[Stored items]

-.-.-

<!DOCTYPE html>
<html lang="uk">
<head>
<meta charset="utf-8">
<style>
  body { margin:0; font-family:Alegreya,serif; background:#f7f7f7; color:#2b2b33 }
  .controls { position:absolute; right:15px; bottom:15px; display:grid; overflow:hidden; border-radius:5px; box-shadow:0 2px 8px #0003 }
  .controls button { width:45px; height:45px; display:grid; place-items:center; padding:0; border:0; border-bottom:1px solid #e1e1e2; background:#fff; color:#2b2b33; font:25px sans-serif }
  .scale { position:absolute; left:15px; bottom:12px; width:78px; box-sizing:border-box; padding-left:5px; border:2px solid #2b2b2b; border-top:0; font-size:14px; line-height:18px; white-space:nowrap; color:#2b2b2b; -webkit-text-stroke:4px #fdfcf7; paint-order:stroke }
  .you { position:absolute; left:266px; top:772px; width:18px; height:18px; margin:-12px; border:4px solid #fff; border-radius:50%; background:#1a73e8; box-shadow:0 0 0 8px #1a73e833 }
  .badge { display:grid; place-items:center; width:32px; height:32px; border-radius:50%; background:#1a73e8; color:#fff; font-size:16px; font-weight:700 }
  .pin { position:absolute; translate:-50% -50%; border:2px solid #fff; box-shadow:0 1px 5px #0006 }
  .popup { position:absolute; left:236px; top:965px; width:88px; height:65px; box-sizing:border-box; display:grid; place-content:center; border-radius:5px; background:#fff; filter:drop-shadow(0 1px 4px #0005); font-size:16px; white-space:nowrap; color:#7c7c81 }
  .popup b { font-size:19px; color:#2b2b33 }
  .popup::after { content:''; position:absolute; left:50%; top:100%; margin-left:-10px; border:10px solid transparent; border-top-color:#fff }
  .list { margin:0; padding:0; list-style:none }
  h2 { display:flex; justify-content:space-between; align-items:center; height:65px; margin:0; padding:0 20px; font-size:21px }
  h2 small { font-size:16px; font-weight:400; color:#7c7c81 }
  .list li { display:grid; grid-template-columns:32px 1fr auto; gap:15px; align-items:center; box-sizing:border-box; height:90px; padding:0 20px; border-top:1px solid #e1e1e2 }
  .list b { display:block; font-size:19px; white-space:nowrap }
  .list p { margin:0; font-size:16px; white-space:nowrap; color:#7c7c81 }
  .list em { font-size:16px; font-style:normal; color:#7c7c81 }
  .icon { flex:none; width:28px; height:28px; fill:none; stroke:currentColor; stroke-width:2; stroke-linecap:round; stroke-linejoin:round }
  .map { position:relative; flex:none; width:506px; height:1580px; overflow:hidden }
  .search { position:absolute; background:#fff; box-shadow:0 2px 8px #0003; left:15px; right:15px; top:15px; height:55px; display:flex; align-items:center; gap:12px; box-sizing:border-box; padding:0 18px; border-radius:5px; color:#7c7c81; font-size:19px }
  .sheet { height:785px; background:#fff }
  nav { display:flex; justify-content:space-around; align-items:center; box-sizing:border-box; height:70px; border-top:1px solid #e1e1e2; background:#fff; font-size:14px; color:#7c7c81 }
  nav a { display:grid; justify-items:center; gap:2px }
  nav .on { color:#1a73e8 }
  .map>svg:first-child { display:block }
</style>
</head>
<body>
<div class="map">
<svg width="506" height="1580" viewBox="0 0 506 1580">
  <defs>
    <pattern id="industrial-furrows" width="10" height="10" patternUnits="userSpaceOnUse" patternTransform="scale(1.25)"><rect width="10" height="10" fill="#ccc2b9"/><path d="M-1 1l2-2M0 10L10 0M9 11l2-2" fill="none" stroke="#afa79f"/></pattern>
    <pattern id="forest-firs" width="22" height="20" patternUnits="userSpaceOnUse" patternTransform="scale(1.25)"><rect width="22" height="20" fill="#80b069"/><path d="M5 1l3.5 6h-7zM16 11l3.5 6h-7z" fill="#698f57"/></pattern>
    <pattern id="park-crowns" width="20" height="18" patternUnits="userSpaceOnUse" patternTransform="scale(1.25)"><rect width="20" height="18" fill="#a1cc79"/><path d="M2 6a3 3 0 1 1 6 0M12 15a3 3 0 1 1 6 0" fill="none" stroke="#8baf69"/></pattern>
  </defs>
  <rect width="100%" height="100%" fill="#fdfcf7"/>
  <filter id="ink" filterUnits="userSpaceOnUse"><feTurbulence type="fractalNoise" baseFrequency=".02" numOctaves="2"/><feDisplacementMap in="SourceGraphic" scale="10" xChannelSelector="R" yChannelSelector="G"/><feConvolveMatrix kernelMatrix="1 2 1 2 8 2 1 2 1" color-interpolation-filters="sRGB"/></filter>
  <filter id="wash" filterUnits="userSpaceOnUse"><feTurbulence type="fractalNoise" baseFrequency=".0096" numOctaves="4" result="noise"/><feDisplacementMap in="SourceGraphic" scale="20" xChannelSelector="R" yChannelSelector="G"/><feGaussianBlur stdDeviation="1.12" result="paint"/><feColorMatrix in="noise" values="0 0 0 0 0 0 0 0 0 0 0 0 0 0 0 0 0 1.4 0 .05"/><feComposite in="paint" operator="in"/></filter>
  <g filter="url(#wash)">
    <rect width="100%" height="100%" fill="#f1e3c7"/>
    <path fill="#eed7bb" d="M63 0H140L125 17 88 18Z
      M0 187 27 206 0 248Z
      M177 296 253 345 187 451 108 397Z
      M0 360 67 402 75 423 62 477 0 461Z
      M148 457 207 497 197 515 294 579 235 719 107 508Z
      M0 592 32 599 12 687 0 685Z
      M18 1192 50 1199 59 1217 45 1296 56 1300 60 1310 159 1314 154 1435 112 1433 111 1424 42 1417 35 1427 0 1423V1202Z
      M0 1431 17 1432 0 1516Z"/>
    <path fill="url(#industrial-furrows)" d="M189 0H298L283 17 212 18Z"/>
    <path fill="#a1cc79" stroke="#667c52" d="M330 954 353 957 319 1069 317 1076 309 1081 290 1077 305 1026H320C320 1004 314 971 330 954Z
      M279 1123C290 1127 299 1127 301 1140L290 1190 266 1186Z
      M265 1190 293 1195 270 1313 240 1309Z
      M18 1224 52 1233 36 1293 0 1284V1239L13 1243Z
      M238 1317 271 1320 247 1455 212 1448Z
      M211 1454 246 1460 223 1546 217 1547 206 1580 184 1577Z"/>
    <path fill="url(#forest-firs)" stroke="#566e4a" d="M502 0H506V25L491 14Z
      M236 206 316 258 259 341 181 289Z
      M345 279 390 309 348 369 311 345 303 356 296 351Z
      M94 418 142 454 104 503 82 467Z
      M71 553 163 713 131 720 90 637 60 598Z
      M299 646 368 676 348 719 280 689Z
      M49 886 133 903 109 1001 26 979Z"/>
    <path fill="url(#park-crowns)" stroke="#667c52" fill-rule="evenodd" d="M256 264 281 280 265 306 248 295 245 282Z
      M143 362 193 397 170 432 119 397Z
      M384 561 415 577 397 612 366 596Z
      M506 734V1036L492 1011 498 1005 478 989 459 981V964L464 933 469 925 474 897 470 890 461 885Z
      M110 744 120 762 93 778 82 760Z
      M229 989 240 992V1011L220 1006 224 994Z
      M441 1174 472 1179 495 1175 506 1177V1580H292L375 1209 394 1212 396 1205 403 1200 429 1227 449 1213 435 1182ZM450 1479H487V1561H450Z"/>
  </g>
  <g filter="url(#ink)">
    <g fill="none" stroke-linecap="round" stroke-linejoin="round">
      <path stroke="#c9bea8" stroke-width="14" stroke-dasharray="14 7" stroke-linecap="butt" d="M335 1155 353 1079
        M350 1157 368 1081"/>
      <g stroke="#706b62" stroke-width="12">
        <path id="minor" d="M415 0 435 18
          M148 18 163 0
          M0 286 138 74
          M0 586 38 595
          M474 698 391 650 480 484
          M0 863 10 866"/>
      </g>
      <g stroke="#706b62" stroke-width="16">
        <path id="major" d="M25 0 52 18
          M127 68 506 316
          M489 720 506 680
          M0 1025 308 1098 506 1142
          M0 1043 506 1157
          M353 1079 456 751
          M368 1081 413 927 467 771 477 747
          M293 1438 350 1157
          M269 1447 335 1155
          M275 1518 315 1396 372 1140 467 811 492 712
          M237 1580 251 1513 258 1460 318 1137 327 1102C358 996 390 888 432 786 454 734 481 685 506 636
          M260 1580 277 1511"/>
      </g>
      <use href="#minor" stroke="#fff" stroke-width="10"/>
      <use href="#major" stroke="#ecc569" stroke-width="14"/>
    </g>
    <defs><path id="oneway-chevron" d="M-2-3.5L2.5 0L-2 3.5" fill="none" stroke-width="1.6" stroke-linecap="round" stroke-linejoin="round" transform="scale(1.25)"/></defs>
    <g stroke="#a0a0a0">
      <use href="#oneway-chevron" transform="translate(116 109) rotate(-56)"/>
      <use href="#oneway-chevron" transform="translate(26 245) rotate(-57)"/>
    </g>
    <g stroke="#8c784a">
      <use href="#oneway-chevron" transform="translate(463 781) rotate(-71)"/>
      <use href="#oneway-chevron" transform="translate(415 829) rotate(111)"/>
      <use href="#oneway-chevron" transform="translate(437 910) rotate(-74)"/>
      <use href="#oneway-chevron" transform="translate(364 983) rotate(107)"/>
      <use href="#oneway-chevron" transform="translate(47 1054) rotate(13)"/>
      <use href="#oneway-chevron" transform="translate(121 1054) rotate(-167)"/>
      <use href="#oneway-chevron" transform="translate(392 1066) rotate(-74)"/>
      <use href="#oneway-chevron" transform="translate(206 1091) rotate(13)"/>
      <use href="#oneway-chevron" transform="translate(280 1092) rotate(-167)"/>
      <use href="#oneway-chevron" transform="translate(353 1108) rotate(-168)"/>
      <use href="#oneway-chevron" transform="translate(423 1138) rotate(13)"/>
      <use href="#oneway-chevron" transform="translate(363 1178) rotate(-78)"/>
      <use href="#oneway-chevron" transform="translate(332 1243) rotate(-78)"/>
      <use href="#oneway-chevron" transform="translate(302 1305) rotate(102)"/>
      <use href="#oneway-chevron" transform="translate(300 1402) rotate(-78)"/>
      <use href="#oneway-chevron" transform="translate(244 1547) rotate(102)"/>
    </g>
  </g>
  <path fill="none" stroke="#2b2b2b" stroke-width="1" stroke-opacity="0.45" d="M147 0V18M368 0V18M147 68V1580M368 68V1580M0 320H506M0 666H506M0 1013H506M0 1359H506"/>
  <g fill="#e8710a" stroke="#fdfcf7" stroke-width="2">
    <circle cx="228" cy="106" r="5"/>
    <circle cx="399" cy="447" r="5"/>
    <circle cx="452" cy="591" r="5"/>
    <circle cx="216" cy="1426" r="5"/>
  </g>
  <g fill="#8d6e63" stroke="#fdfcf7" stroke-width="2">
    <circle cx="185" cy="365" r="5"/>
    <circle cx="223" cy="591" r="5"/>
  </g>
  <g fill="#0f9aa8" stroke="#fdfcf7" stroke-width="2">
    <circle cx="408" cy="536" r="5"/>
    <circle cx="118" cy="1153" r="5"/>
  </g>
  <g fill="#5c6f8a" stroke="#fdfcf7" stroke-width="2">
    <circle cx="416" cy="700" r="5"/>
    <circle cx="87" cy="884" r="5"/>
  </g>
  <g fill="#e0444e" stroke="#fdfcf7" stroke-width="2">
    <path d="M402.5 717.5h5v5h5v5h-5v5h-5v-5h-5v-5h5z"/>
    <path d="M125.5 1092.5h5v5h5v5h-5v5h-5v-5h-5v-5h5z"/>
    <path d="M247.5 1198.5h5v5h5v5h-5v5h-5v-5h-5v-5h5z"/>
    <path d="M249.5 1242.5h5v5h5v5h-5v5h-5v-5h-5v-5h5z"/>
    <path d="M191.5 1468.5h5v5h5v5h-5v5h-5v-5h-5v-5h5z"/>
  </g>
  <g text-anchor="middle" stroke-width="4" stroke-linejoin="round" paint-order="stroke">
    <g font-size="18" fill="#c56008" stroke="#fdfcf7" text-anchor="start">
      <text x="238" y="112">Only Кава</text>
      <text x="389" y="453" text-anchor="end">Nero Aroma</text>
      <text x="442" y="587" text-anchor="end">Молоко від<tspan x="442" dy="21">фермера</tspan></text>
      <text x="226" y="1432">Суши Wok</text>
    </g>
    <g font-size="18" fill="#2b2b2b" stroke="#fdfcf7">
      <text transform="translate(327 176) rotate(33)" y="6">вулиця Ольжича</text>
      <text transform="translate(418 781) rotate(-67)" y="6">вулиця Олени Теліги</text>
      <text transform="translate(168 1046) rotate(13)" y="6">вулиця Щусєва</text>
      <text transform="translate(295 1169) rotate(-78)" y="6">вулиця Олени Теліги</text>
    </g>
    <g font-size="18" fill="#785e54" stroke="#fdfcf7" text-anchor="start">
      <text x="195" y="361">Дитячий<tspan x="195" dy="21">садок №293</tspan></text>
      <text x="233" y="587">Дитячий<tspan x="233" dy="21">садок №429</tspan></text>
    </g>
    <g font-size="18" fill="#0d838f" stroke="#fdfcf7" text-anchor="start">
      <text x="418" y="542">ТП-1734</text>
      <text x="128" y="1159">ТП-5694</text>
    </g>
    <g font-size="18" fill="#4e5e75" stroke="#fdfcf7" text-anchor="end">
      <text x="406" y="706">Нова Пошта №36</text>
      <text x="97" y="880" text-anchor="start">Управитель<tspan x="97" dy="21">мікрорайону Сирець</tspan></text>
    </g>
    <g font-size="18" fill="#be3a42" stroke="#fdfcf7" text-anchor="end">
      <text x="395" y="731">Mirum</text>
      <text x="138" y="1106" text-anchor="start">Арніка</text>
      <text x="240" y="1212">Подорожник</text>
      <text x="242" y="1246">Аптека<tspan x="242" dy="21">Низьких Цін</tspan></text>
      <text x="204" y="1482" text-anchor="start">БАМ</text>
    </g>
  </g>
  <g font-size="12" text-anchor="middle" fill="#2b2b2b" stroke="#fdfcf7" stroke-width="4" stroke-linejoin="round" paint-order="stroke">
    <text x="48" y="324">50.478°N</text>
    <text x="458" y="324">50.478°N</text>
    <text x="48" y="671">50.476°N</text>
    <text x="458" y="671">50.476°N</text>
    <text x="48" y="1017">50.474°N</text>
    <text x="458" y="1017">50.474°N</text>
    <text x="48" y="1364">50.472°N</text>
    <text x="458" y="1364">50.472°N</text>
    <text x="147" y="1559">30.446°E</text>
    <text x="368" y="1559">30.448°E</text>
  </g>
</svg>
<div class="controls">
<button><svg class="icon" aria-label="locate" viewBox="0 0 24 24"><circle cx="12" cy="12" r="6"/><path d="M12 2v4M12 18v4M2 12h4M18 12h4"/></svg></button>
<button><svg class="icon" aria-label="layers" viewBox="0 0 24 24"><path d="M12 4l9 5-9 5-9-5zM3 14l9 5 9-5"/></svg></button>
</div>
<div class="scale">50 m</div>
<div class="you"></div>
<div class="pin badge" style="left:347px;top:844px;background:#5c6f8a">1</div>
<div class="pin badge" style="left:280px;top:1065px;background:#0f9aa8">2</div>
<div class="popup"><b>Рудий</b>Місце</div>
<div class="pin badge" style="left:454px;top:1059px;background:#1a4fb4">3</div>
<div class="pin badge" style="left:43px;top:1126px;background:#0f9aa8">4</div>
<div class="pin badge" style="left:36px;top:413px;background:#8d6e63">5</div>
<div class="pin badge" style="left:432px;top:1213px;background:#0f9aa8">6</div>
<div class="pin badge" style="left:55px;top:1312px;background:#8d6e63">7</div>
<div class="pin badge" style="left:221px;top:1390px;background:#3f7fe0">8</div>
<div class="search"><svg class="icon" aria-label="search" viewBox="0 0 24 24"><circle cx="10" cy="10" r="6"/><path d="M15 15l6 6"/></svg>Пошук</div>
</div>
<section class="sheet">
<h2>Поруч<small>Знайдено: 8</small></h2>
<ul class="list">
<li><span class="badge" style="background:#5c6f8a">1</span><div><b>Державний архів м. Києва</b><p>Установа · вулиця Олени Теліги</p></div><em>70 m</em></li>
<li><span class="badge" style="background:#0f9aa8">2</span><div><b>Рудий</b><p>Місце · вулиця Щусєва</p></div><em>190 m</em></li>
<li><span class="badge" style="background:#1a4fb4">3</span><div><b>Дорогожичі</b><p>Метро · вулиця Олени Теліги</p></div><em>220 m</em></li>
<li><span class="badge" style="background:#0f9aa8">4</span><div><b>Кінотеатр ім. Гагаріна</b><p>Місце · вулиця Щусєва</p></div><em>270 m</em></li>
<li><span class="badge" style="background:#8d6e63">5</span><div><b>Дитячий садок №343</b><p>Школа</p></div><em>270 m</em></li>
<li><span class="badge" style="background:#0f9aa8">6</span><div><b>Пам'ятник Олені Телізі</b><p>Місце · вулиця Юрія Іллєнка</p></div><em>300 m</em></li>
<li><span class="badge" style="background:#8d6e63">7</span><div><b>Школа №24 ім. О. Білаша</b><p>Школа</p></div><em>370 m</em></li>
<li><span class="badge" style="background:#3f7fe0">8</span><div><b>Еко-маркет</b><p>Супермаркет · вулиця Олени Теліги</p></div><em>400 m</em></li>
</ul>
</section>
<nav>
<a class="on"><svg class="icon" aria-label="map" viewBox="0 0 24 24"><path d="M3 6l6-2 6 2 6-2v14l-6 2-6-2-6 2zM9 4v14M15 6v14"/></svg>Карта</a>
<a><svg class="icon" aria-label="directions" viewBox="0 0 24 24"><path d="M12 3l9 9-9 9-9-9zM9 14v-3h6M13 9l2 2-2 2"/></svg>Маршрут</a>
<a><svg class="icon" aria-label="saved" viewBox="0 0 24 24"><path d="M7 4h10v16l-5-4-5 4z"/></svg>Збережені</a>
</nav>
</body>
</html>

-.-.-

Return a word-for-word copy of the lines above from the one holding "display:grid; grid-template-columns:32px 1fr" through the one holding "flex:none; width:28px; height:28px;", with both of them included and nothing besides.

SOLUTION TO THIS TASK:
  .list li { display:grid; grid-template-columns:32px 1fr auto; gap:15px; align-items:center; box-sizing:border-box; height:90px; padding:0 20px; border-top:1px solid #e1e1e2 }
  .list b { display:block; font-size:19px; white-space:nowrap }
  .list p { margin:0; font-size:16px; white-space:nowrap; color:#7c7c81 }
  .list em { font-size:16px; font-style:normal; color:#7c7c81 }
  .icon { flex:none; width:28px; height:28px; fill:none; stroke:currentColor; stroke-width:2; stroke-linecap:round; stroke-linejoin:round }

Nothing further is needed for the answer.